__Assignment__
Determine the number of lines in these entries that hold the word "search". Give the number and nothing more.
::::
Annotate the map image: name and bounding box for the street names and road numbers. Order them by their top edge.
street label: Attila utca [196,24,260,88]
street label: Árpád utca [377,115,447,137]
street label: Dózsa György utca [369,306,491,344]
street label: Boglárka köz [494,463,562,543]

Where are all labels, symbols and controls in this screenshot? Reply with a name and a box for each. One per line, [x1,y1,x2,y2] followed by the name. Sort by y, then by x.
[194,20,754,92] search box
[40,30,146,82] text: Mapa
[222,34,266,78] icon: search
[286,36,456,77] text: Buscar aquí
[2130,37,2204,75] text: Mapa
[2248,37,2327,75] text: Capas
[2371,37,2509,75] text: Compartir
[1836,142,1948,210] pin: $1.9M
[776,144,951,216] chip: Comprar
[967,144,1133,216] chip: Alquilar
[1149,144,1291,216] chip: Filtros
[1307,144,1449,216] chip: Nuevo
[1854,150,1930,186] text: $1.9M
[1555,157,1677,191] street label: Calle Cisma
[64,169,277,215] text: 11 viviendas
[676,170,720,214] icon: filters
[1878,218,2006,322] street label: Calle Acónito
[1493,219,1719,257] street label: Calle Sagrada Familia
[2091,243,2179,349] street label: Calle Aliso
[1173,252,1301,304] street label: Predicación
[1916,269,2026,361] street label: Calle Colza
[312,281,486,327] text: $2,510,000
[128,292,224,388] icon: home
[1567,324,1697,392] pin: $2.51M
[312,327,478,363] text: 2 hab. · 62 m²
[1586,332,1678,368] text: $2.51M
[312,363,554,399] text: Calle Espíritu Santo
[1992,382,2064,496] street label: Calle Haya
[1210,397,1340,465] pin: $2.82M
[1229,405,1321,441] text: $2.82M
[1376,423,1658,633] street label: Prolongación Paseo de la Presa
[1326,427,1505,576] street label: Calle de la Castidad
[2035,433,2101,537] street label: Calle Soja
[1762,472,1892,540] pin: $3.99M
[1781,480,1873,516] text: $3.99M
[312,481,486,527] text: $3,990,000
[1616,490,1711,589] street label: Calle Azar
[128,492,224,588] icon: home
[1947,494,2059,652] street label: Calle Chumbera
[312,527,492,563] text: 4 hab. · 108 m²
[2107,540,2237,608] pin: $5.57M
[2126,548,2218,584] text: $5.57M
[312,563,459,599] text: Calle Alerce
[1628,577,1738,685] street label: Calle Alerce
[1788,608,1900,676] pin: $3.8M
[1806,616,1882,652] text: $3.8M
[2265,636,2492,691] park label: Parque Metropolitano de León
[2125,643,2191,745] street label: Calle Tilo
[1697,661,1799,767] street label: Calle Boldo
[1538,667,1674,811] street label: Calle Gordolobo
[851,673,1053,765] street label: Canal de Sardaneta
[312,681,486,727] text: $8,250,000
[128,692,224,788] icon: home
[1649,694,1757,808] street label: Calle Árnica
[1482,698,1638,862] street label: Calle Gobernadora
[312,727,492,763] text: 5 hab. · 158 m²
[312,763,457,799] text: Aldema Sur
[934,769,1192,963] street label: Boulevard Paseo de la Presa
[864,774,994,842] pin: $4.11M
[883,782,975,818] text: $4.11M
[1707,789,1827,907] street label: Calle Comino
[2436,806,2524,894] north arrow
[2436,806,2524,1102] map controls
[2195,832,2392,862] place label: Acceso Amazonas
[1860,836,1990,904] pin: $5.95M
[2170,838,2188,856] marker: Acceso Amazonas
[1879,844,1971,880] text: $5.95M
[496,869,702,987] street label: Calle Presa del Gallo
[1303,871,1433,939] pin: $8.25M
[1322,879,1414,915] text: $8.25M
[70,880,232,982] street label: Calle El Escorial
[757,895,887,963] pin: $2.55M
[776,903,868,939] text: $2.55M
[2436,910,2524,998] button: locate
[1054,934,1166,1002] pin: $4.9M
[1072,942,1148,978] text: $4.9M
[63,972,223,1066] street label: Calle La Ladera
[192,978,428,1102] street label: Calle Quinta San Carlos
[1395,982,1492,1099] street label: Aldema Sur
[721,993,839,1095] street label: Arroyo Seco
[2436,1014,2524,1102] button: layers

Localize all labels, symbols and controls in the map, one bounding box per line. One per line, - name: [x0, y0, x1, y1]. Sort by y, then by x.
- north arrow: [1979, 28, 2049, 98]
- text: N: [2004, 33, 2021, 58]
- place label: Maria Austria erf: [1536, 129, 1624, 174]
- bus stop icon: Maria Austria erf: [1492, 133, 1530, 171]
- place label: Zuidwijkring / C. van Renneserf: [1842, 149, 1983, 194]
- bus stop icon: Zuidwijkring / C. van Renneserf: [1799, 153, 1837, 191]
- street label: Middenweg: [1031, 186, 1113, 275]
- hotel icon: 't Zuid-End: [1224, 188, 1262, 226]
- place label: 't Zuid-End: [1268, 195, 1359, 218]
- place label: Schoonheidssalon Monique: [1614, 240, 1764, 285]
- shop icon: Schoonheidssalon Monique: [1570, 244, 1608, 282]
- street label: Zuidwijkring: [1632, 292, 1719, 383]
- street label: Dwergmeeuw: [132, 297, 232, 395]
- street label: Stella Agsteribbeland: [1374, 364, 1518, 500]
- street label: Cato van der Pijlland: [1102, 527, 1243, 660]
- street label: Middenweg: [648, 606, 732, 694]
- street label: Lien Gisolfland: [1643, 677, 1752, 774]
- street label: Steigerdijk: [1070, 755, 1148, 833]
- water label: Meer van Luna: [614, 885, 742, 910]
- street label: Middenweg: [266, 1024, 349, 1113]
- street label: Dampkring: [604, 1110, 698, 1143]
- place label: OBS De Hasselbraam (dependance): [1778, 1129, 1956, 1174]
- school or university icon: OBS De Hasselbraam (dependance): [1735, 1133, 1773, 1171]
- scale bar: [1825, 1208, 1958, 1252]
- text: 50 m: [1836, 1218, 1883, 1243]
::::
__Result of this task__
2